[Problem description] The word "Keep": say how many lines of the data below contain it, and give the number alone.
%%
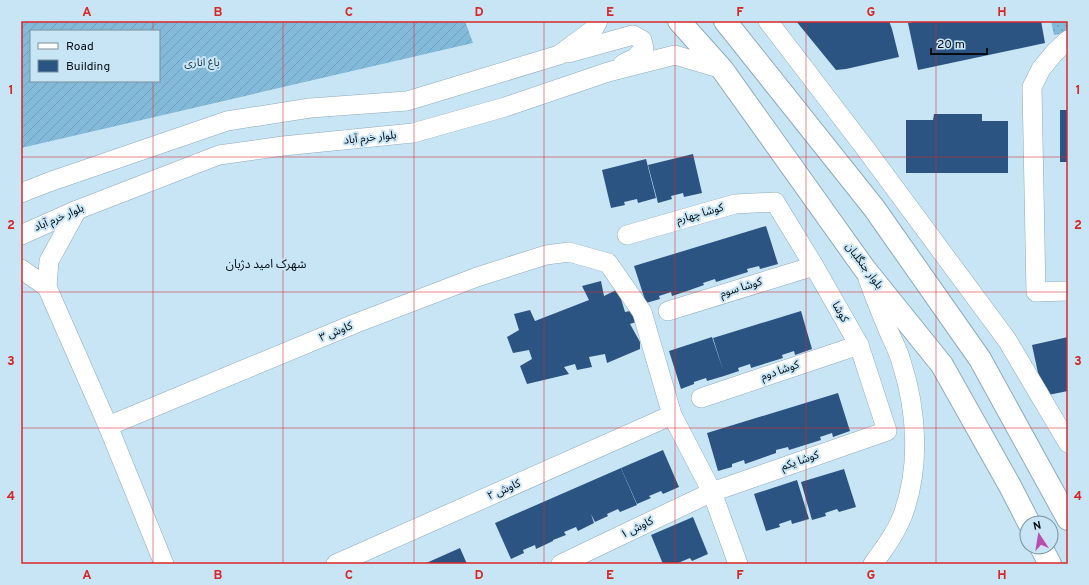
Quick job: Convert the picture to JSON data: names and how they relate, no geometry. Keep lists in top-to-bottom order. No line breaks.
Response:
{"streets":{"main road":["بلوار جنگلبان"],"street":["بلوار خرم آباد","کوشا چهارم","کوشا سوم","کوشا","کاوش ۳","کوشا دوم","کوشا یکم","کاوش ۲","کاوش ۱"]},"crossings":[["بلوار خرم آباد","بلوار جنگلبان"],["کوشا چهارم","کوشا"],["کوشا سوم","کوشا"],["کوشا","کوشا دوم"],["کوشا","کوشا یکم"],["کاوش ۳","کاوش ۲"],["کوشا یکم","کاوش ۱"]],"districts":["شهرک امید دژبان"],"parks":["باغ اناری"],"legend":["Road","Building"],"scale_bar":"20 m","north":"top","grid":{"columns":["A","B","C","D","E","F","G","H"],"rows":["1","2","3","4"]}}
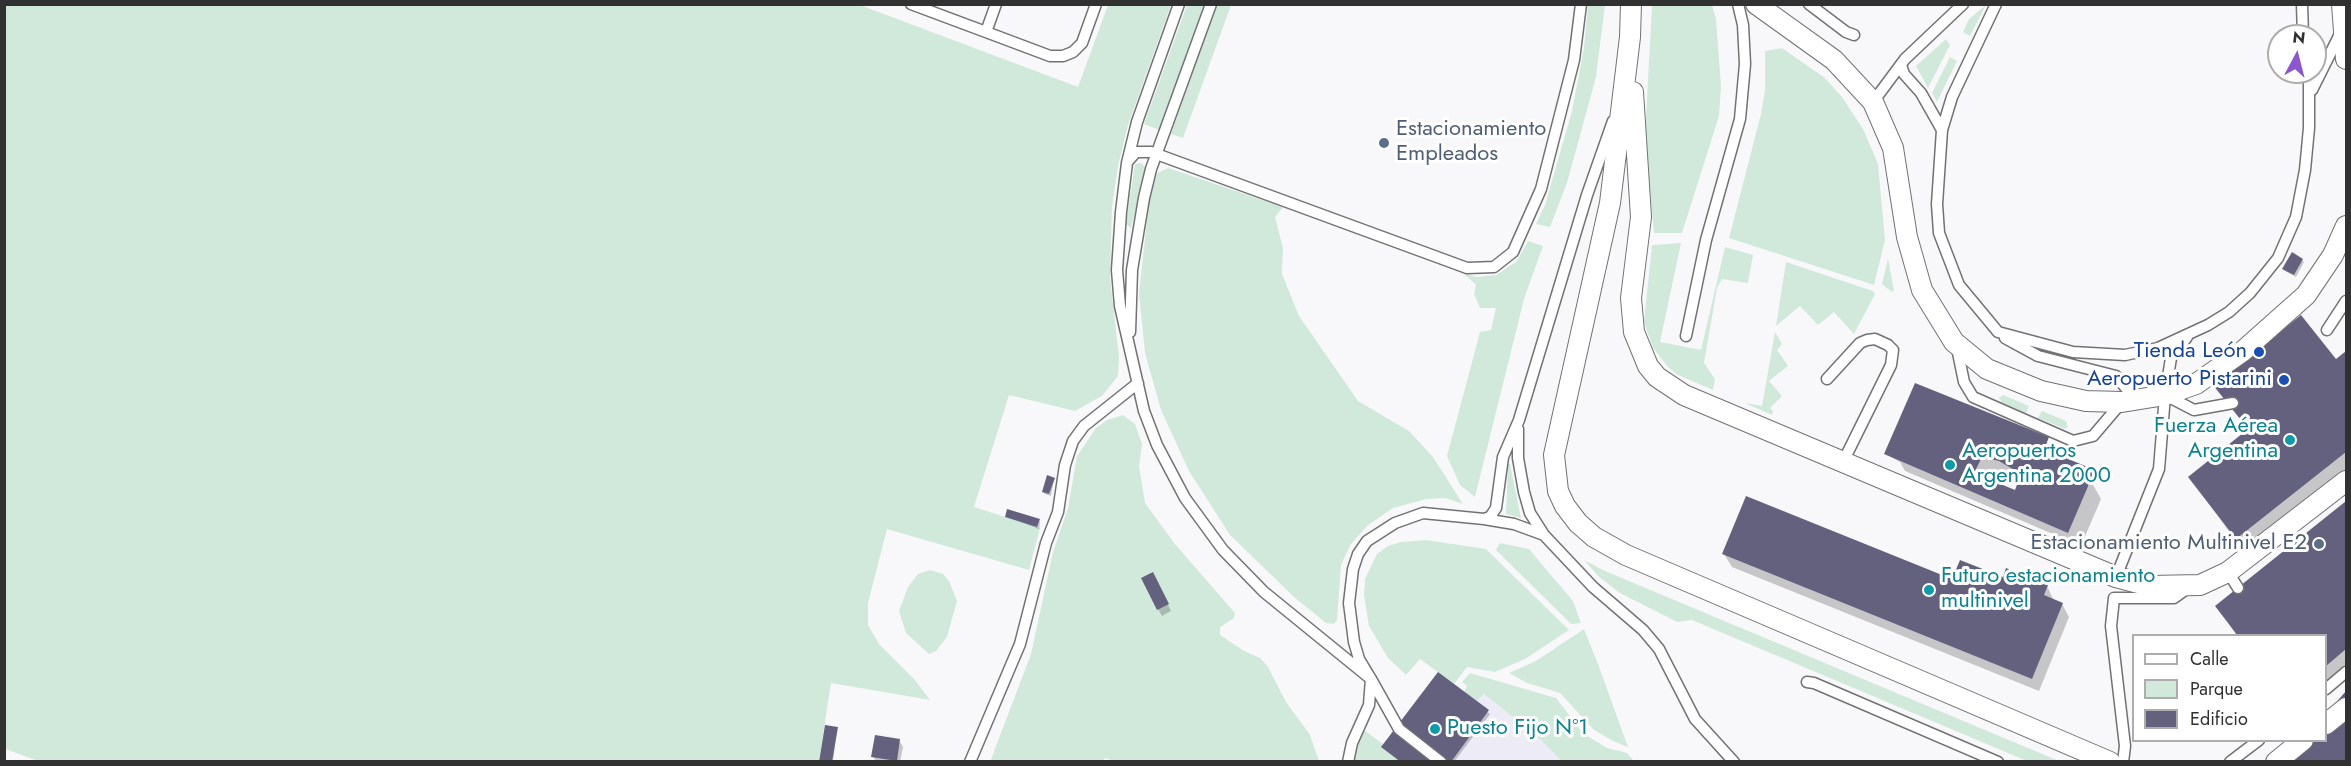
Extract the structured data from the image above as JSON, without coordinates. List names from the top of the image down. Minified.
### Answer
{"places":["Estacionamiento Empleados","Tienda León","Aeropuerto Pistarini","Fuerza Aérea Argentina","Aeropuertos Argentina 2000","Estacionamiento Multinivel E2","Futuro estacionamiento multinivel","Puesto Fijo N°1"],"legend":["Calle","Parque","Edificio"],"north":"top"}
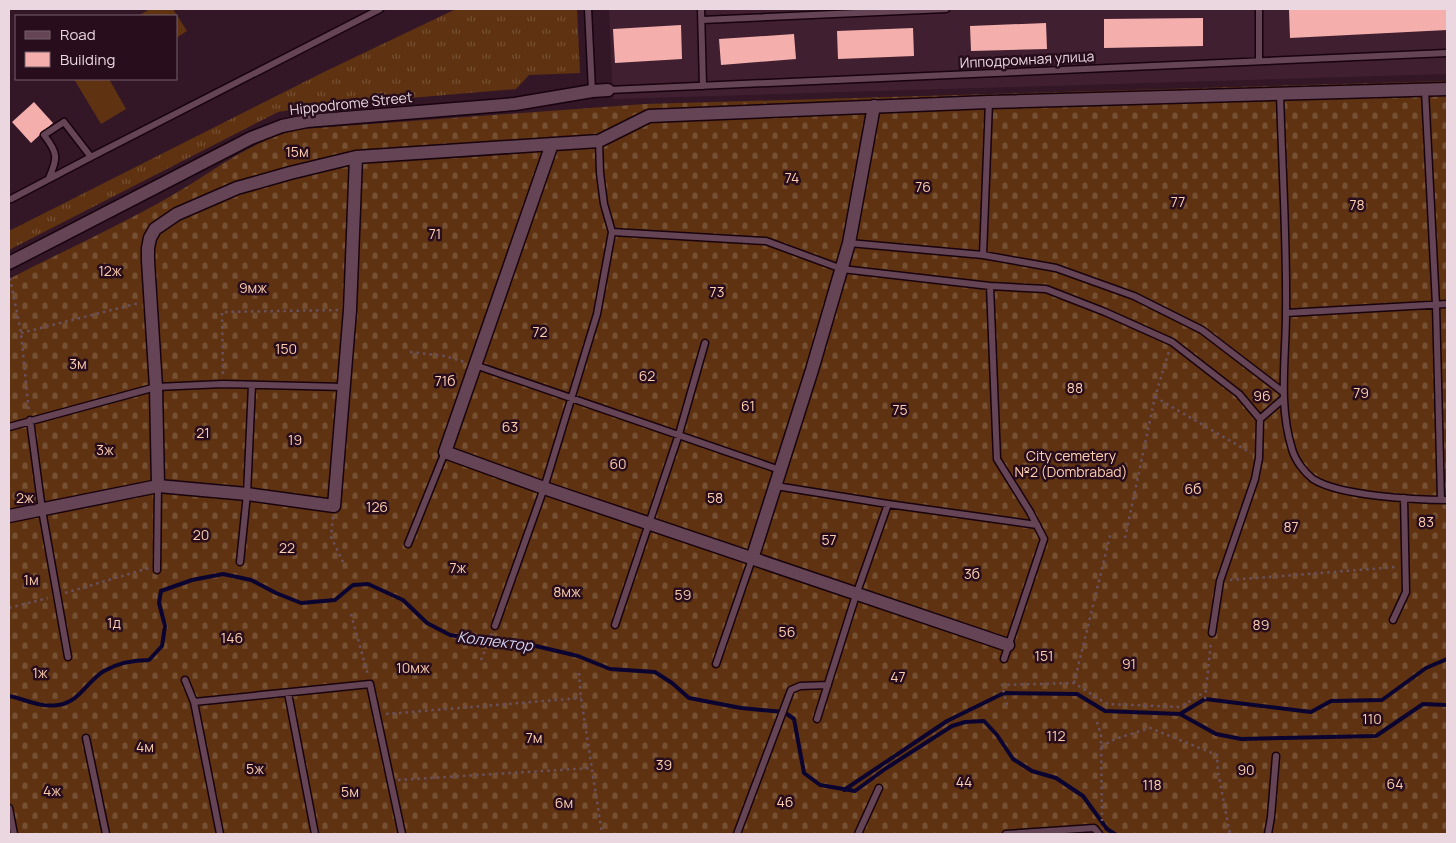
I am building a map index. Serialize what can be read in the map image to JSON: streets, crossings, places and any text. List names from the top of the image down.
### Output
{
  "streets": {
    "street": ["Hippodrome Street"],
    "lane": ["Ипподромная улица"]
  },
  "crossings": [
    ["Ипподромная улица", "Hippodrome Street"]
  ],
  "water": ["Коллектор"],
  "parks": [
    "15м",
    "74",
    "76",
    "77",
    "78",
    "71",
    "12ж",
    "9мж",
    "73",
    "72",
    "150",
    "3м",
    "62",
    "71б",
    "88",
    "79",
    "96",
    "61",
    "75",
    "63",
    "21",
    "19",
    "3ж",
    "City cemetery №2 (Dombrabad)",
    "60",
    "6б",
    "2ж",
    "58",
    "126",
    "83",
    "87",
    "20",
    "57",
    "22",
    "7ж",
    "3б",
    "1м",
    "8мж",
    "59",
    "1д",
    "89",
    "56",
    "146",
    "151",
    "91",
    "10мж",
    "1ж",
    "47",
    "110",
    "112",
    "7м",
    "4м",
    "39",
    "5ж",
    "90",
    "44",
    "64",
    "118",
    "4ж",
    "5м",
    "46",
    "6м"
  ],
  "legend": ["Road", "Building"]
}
%%
%%
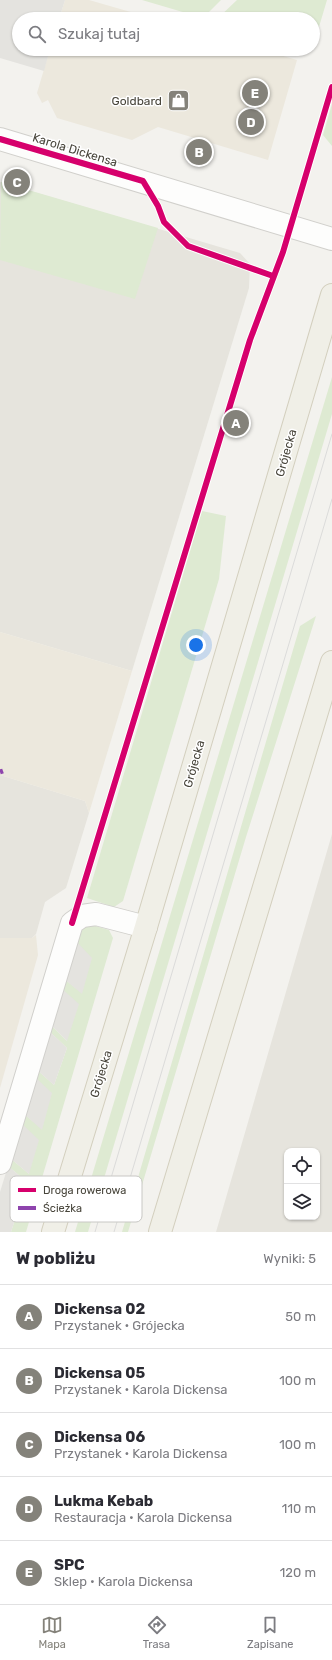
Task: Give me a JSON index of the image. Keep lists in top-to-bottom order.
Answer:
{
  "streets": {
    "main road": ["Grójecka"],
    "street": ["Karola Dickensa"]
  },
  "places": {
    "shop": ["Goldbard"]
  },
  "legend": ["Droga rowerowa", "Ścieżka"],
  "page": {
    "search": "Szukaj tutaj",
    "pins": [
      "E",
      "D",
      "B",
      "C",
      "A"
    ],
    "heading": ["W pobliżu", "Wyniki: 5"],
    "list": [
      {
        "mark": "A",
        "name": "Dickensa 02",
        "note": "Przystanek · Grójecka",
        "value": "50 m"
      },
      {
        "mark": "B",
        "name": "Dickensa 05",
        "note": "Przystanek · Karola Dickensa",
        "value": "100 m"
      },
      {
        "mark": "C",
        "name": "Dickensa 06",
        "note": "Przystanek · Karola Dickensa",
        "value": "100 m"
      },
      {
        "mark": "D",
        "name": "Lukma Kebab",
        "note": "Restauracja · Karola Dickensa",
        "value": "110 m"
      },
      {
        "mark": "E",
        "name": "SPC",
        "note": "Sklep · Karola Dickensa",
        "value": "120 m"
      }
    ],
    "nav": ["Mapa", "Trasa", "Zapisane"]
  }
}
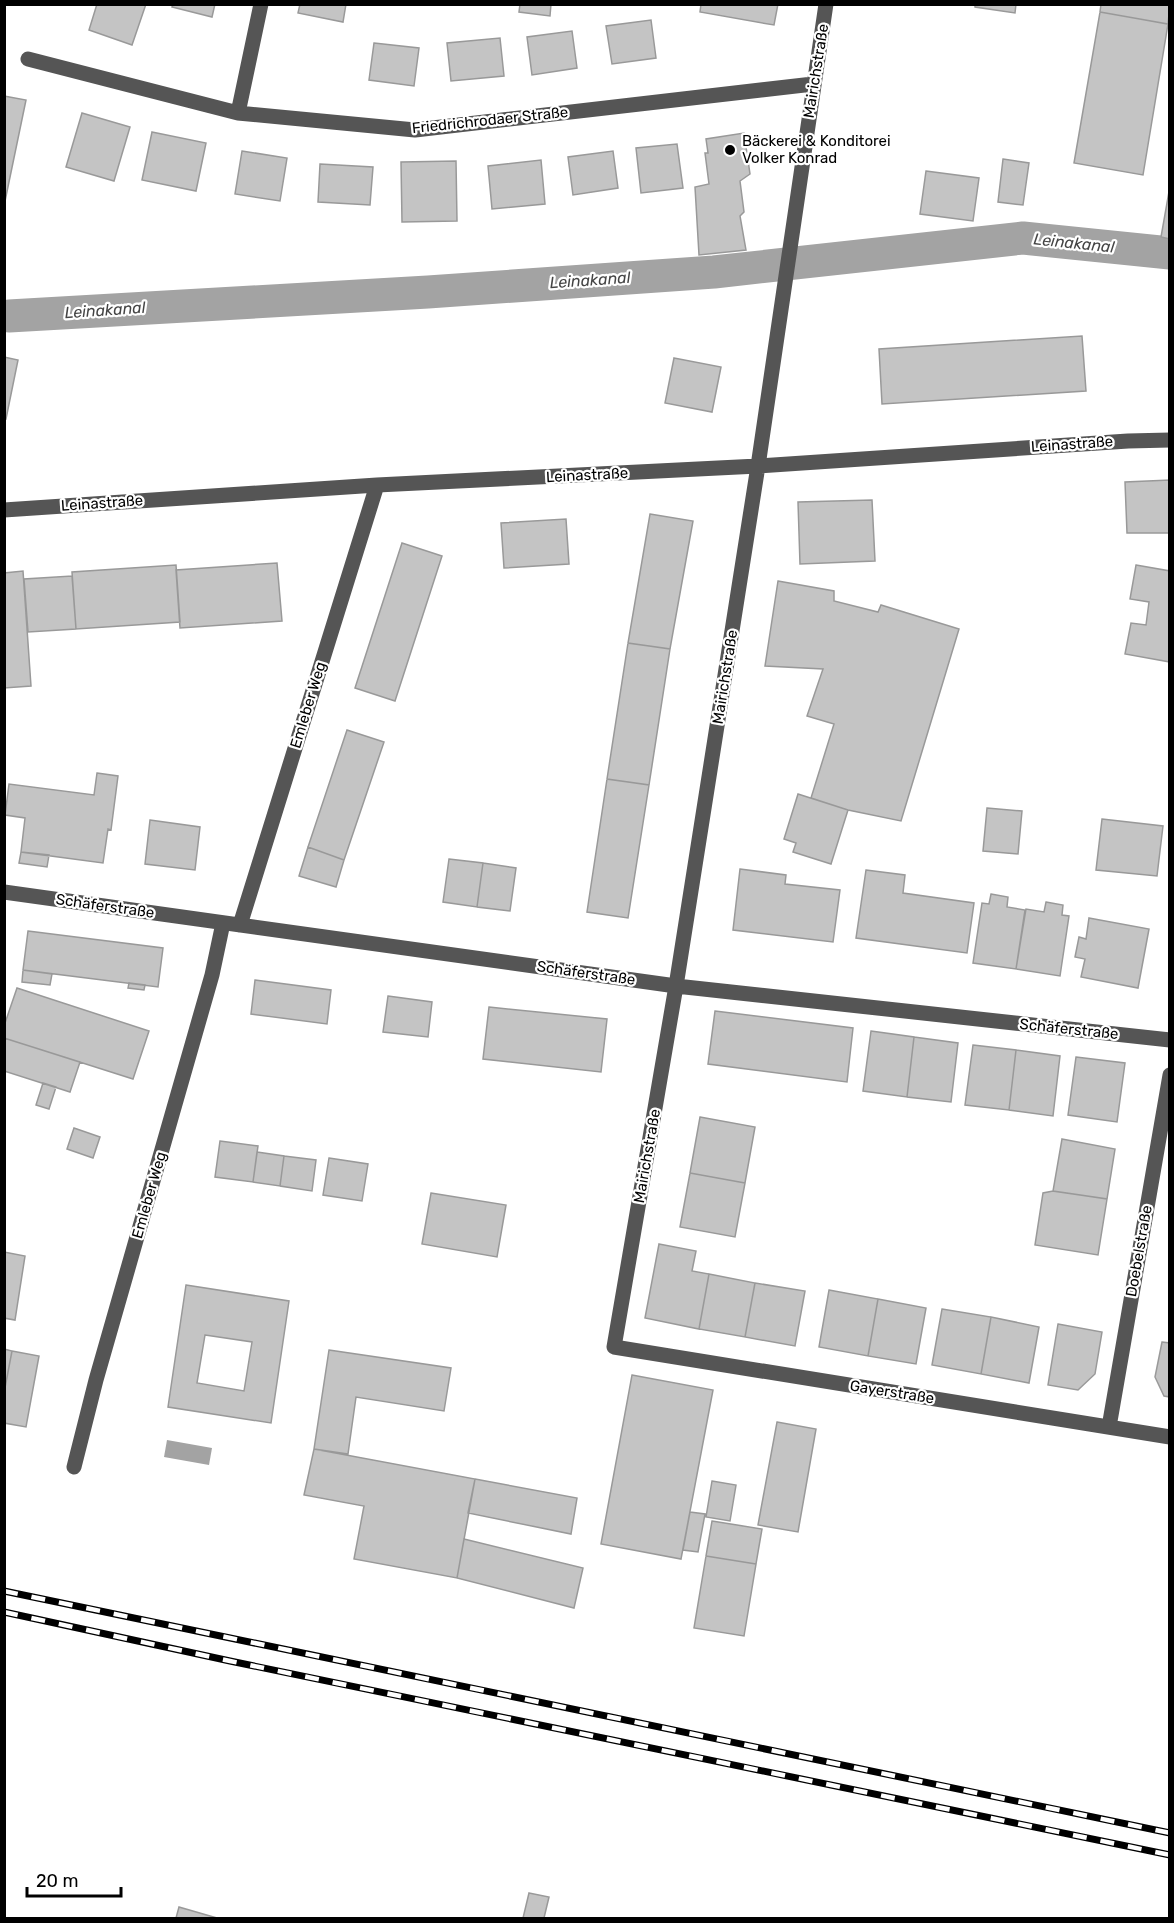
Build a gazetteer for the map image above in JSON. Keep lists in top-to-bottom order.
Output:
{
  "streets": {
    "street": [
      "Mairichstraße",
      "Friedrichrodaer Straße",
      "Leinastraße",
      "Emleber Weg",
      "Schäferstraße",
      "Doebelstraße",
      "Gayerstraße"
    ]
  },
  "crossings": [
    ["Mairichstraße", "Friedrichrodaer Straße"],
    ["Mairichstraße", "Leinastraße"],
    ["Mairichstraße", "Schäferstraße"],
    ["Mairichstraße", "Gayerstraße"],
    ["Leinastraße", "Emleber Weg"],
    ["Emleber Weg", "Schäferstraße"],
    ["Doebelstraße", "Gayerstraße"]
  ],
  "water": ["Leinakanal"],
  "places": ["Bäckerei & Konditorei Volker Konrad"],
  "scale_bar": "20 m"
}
%%
%%
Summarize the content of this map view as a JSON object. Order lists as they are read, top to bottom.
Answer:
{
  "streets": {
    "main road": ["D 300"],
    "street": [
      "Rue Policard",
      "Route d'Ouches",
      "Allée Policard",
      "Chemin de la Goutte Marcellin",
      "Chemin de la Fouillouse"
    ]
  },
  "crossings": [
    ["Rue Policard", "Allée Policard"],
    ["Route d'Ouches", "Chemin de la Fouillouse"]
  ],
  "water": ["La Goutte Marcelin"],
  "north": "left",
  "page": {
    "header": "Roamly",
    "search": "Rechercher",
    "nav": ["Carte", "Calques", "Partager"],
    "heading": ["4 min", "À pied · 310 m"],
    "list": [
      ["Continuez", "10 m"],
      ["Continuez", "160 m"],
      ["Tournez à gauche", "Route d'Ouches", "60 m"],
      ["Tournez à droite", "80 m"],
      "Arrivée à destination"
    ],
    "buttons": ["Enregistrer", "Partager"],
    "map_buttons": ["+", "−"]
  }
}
%%
[Exercise answer] 3